One of those is Tailwind. Its co-founder, Daniel Maloney, started the company about 20 months ago. He now has a team of ten people scanning through data. He and a team track activity on Pinterest to help advertisers understand what users are engaged in, so companies can better target their audience.
Their business has gone from 200 users to almost 10,000 in just the last year. But Maloney said that Tailwind could have failed if he didn't make the strategic move to Oklahoma City.
"In those early days when cash is tight, you've got to conserve cash," said Maloney. "We were able to reduce out personal living costs so, to a fraction of what my cost was living in New York and that certainly helped us sustain the business longer."
Moving to OKC also allowed Maloney to pay his employees lower salaries while still providing a good quality of life.
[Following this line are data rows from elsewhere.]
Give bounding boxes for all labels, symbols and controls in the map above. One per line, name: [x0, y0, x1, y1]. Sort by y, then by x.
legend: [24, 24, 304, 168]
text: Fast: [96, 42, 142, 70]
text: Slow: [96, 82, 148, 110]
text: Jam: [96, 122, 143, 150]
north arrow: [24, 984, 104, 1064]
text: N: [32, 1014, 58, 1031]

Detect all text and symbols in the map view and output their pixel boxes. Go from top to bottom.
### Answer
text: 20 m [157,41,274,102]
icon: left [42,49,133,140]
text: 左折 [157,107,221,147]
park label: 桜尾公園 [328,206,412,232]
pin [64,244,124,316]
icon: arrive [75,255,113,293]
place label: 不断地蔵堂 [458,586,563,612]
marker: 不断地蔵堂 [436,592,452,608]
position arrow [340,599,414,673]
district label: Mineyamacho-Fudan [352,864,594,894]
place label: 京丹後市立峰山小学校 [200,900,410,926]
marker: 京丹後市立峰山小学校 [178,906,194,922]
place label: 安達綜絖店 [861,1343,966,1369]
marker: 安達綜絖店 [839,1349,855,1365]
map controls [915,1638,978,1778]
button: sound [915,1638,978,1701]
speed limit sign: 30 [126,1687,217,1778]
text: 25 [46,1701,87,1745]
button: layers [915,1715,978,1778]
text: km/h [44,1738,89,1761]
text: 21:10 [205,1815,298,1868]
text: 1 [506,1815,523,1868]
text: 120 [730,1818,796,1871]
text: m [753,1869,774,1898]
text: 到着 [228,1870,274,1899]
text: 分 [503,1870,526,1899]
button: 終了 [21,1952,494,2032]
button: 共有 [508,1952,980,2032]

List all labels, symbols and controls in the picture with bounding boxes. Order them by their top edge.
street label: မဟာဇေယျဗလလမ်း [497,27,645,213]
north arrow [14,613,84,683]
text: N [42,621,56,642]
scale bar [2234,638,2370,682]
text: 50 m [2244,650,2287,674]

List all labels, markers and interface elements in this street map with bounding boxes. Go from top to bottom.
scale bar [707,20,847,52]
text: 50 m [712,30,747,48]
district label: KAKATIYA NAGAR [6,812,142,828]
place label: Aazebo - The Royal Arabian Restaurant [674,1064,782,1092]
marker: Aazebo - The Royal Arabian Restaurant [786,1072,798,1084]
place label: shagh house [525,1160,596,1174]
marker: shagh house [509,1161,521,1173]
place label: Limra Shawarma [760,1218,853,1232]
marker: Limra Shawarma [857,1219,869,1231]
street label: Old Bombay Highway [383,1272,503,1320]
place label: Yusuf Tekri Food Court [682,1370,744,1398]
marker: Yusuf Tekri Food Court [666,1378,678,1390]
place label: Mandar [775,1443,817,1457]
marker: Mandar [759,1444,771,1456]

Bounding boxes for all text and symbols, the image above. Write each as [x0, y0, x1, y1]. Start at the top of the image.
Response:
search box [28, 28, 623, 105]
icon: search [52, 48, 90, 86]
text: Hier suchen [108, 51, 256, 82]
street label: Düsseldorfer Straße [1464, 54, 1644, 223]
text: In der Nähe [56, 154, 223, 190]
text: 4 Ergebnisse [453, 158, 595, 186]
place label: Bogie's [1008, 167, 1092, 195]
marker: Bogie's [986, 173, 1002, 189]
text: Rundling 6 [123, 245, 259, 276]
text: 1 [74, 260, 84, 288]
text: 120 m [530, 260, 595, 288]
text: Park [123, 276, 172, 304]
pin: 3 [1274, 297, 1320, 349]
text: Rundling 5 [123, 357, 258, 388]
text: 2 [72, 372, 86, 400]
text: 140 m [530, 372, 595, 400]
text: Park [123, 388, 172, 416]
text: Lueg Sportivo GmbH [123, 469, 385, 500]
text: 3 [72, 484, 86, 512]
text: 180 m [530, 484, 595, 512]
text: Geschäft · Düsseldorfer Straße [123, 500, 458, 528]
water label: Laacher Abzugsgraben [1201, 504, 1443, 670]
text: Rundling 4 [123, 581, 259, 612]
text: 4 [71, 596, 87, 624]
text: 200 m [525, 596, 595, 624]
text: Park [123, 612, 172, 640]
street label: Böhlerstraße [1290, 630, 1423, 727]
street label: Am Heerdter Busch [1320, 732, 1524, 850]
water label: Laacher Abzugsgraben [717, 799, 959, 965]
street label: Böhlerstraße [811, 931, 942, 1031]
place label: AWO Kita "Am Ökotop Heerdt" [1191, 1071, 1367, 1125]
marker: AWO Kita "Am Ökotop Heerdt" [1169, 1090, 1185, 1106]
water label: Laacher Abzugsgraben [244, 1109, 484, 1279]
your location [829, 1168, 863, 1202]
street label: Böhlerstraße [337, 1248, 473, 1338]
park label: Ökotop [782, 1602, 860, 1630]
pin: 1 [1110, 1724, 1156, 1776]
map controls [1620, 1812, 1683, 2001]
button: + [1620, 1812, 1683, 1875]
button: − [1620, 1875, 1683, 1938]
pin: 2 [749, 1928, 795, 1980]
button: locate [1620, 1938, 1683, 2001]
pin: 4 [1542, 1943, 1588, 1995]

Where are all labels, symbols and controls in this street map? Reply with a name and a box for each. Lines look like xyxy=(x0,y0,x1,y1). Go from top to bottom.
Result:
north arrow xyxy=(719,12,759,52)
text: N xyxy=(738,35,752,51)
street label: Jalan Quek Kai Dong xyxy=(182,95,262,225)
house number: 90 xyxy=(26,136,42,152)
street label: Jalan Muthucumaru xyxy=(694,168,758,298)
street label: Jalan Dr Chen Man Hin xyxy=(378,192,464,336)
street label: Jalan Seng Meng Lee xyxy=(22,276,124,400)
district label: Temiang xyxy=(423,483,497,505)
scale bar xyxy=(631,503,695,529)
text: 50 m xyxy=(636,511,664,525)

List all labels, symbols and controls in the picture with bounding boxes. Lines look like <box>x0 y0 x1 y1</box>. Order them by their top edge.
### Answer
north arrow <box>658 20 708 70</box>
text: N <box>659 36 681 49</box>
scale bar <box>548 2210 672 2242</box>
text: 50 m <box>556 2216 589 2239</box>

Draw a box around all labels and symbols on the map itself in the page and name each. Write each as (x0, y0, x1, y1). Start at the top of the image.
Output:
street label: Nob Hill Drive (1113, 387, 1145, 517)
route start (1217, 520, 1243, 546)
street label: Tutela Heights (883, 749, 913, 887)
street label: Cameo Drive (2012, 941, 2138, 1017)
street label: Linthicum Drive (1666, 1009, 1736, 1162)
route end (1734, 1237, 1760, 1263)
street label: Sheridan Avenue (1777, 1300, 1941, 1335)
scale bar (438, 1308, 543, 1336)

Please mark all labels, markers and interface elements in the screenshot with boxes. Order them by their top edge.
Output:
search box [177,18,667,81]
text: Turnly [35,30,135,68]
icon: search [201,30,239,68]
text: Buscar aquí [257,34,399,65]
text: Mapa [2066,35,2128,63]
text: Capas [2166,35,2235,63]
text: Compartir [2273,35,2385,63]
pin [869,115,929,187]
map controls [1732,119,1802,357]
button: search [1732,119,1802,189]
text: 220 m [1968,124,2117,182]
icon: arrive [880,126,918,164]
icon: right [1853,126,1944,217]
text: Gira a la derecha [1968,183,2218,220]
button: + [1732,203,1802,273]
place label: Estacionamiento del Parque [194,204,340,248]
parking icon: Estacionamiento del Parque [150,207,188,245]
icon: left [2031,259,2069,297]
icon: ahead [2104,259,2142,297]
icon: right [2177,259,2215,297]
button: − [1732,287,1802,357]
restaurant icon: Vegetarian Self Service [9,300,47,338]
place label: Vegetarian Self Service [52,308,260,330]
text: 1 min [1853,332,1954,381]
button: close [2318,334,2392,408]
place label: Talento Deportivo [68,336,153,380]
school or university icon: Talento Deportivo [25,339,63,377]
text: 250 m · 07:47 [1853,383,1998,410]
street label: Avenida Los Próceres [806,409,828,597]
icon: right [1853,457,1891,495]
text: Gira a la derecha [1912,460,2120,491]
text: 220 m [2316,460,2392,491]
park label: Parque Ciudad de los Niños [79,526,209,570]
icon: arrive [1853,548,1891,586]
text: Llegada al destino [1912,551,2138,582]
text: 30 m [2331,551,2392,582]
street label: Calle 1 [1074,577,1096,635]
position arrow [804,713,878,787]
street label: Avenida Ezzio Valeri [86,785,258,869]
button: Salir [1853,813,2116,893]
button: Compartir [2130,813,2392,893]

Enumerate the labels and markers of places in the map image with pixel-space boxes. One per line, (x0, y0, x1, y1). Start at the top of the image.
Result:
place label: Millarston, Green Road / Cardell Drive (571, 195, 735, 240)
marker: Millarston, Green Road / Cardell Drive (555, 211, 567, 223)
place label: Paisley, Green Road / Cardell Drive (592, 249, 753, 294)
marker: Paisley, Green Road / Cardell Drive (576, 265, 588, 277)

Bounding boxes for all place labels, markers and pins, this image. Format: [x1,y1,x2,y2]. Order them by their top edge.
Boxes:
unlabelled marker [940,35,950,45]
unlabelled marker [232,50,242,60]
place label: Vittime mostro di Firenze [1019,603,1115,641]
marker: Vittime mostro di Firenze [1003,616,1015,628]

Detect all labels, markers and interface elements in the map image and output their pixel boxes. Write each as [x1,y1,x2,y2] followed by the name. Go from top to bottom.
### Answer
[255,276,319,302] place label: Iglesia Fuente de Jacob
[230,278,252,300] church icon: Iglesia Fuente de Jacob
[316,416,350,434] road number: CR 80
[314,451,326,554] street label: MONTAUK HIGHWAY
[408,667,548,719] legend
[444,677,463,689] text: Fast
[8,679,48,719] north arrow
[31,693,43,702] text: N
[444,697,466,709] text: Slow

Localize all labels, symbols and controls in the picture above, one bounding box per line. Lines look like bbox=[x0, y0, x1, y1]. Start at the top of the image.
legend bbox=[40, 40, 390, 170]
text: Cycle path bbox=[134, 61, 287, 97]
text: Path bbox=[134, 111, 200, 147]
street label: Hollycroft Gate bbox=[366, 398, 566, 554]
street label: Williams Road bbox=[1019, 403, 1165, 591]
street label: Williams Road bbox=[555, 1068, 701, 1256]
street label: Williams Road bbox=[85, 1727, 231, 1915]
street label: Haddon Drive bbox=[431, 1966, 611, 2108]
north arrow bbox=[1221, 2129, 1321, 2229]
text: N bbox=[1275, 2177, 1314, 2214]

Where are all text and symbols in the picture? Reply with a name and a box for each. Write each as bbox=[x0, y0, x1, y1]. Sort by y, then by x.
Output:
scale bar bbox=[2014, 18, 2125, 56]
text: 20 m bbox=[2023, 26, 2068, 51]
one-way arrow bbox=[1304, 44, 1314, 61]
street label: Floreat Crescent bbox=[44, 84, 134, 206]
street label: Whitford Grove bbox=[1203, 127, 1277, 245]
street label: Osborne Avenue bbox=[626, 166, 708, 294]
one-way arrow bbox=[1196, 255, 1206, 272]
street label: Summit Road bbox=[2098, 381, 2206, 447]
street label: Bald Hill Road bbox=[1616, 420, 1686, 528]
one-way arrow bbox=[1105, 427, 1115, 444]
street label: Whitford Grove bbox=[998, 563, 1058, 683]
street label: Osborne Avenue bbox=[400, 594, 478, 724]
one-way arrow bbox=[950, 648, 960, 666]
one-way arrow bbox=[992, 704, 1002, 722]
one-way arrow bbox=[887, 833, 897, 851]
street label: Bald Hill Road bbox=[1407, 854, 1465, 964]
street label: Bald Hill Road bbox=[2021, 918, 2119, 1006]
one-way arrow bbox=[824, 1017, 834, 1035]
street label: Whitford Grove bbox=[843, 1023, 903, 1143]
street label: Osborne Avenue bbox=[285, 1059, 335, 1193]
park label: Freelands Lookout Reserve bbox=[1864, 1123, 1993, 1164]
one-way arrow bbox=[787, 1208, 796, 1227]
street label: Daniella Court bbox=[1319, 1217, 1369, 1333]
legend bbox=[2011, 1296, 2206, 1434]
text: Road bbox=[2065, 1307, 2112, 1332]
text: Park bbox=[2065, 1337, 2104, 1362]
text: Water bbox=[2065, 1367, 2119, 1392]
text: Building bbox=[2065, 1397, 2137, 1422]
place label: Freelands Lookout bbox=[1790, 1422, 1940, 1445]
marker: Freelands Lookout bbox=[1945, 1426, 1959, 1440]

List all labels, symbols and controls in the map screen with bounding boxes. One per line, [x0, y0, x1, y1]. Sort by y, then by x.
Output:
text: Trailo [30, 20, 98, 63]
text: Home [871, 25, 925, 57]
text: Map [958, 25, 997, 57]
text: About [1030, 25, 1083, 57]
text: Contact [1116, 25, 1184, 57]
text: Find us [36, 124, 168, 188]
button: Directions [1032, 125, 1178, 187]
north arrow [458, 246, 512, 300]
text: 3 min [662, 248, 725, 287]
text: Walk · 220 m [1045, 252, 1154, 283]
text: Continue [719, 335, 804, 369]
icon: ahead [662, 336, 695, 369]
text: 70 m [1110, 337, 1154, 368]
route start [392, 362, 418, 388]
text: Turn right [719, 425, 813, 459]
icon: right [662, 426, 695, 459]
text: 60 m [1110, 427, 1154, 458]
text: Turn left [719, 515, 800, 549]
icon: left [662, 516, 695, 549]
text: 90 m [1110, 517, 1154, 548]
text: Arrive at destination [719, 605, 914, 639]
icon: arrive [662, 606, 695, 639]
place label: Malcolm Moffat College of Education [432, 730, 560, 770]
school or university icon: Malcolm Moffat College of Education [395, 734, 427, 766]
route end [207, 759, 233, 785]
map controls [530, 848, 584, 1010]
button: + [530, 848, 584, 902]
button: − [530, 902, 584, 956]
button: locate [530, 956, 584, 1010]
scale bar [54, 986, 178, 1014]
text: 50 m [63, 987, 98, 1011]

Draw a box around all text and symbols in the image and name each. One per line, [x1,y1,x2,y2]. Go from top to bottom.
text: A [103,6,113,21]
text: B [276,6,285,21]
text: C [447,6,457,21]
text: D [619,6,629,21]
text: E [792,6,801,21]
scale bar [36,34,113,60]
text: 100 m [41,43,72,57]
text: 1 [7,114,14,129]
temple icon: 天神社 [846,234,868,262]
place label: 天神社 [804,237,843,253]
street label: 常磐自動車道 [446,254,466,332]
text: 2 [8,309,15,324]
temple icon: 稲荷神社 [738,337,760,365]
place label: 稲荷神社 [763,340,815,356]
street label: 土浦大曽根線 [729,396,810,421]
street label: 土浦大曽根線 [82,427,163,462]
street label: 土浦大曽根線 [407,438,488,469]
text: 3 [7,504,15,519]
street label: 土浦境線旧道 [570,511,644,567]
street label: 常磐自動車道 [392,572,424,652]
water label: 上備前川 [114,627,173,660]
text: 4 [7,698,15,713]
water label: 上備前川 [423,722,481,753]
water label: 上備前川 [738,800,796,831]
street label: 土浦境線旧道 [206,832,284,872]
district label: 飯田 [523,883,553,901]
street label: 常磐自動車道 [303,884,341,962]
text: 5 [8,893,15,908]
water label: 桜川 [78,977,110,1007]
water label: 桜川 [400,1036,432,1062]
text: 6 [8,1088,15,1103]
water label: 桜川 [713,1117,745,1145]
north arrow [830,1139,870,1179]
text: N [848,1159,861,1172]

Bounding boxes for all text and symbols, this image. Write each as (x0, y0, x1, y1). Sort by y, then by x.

All the savings meant more money funneling into the Tailwind.
The Greater Oklahoma City Chamber of Commerce statistics show growth trends happening right now and forecast even more, faster growth for small businesses in the near future. Maloney has already seen that happening.
"When I moved to Oklahoma City about a year and a half ago I was able to find on my own maybe a couple dozen startups in the area and now it seems like I know of probably somewhere near a hundred," he said.